# A Tale of Three Wives



## the iceman (Mar 19, 2009)

*Three men married wives from different states. 


The first man married a woman from Michigan . He told her that she was to do the dishes and house cleaning. It took a couple of days, but on the third day, he came home to see a clean house and dishes washed and put away. 


The second man married a woman from Missouri. He gave his wife orders that she was to do all the cleaning, dishes and the cooking. The first day he didn't see any results, but the next day he saw it was better. By the third day, he saw his house was clean, the dishes were done and there was a huge dinner on the table.

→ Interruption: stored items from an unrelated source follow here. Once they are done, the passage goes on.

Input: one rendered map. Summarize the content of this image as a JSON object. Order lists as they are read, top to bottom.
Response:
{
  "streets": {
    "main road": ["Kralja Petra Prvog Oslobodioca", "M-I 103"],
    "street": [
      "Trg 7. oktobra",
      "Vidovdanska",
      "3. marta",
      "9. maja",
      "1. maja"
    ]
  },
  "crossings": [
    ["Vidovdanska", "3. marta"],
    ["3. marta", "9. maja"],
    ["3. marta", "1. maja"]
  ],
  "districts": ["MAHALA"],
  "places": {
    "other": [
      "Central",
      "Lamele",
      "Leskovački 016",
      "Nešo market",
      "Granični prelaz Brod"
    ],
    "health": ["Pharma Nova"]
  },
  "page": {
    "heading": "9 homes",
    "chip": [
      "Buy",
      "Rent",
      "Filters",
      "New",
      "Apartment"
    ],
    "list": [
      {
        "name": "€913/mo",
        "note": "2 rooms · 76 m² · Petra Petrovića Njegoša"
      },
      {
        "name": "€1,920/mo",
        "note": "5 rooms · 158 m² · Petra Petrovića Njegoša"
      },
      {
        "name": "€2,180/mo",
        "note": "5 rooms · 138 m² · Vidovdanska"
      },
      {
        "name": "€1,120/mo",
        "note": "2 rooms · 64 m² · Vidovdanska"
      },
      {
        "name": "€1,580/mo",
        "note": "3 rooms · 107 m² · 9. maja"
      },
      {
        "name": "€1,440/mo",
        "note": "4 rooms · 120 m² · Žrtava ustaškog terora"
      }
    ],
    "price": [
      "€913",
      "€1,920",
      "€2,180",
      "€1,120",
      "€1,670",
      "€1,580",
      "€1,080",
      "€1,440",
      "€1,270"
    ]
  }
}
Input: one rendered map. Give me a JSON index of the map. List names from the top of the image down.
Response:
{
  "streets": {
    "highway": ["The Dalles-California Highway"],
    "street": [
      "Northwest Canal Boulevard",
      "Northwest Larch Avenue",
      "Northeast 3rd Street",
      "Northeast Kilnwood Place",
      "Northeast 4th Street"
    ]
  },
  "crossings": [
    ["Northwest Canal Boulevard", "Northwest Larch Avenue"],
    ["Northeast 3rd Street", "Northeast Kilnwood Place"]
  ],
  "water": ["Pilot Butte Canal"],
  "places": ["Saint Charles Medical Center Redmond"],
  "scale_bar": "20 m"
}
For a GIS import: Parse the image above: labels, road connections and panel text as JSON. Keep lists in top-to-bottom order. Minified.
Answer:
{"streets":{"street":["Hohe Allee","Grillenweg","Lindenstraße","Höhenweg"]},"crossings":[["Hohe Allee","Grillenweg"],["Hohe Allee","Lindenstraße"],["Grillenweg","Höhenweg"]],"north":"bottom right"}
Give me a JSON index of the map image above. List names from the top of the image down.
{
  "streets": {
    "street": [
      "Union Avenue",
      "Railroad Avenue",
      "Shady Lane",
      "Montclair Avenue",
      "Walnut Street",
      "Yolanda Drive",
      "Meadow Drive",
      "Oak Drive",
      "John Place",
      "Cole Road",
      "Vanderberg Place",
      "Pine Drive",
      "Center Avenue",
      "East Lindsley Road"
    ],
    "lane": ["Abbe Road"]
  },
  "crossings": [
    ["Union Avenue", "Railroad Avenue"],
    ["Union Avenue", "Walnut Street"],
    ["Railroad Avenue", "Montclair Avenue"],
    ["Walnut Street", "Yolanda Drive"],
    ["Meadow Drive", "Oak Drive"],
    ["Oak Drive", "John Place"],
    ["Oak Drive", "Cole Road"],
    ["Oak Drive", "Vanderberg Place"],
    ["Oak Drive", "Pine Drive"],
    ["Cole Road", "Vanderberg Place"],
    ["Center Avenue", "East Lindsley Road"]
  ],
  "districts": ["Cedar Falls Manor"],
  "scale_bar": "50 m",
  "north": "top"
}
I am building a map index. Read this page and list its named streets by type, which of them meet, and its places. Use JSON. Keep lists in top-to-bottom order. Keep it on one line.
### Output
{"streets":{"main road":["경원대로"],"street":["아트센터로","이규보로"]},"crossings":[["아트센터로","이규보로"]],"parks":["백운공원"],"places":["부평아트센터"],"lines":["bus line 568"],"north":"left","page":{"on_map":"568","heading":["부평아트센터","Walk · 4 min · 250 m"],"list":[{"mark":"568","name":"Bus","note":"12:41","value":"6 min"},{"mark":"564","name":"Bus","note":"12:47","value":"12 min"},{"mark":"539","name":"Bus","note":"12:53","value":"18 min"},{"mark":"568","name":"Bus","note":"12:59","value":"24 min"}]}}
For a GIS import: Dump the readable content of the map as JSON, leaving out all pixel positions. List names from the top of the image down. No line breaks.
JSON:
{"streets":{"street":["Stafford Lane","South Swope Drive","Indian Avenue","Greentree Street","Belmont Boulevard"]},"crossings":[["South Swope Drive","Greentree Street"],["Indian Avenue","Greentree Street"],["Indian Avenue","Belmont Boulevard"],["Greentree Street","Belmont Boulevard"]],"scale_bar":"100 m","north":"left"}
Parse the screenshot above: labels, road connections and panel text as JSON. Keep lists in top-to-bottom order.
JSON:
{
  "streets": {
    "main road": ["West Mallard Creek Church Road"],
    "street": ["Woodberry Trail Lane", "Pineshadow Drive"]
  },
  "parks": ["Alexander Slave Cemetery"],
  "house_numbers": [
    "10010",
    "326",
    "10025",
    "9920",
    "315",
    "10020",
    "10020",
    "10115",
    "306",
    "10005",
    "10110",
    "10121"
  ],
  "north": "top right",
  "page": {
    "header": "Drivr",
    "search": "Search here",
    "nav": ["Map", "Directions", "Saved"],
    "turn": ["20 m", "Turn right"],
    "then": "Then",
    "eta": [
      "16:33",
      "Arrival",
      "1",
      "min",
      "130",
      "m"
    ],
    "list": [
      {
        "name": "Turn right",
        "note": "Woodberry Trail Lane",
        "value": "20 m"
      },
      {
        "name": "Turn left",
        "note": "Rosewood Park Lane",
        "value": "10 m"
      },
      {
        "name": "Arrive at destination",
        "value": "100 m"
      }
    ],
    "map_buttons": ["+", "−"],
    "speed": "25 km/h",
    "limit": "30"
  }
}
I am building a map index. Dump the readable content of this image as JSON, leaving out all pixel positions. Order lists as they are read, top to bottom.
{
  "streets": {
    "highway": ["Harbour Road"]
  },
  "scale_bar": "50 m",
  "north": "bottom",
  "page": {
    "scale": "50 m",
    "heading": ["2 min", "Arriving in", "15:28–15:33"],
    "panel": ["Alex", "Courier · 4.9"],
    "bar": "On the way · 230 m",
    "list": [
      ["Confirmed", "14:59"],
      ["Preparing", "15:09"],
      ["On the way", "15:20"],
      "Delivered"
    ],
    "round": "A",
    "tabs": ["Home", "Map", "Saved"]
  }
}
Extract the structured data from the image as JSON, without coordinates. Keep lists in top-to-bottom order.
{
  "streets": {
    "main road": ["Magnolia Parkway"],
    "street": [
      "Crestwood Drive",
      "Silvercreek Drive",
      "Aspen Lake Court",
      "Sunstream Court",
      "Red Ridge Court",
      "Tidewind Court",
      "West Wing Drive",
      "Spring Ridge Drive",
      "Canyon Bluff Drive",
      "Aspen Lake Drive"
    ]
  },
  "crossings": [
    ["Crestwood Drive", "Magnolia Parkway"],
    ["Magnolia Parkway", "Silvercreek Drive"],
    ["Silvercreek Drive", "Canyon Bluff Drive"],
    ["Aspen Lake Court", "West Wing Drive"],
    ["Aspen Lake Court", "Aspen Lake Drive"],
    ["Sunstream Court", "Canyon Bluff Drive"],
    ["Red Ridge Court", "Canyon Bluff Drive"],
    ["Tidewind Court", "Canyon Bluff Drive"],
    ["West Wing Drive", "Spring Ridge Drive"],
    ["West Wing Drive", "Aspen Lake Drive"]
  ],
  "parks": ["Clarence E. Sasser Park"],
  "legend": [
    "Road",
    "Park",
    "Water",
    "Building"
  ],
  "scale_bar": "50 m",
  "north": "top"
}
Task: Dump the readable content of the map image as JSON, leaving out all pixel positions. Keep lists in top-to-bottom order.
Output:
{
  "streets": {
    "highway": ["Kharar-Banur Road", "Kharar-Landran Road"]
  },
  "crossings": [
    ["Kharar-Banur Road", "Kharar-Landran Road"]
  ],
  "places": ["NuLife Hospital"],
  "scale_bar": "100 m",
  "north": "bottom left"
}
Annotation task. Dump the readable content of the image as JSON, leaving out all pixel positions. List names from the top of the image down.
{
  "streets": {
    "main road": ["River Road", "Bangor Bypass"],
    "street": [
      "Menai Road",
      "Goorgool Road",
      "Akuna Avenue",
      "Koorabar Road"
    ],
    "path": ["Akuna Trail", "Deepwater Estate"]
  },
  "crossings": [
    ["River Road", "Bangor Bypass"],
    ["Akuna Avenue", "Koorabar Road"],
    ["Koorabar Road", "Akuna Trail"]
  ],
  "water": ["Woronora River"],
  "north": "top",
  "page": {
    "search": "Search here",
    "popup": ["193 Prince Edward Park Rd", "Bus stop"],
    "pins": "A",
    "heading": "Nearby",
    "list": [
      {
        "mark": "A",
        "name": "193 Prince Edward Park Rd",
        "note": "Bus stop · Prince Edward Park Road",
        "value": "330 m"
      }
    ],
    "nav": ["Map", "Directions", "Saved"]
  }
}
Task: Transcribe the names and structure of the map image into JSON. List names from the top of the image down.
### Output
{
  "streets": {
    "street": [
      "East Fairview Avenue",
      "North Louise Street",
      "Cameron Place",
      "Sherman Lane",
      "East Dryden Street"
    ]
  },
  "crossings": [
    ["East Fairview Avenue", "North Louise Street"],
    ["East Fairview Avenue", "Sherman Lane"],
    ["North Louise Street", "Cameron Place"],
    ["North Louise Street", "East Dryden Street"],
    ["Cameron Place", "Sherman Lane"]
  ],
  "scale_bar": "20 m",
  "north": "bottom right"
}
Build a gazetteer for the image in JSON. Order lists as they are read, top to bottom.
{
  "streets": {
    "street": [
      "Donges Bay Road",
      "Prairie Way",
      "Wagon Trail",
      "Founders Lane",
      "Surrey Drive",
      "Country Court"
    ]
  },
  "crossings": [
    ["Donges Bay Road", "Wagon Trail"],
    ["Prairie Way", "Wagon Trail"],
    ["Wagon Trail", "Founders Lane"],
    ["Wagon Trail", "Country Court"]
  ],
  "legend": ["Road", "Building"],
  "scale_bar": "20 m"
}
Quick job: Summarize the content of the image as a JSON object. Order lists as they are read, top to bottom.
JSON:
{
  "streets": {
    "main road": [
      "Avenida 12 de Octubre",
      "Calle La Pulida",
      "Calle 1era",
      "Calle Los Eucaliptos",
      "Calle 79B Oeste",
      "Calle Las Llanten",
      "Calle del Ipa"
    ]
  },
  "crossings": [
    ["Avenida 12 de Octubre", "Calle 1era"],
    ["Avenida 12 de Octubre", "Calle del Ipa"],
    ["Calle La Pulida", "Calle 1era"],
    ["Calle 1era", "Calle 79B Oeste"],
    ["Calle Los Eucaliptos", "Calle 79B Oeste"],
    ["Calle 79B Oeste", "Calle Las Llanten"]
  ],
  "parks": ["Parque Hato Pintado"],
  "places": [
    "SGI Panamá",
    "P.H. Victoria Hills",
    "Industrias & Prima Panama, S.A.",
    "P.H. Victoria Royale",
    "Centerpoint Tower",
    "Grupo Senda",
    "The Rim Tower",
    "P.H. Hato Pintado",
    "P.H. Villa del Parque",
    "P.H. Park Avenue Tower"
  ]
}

The third man married a girl from Arkansas. He ordered her to keep the house cleaned, dishes washed, lawn mowed, laundry washed, and hot meals on the table for every meal. He said the first day he didn't see anything, the second day he didn't see anything but by the third day, some of the swelling had gone down and he could see a little out of his left eye, and his arm was healed enough that he could fix himself a sandwich and load the dishwasher.*


----------



## harrylips (Mar 20, 2009)

I don't know what is funnier...the punchline to the joke or the part about Michigan wife cleaning....


----------



## smokestars (Apr 13, 2009)

How very true, yep, sad but true, God Bless Arkansas! 
	

	
	
		
		



		
		
	


	





Don


----------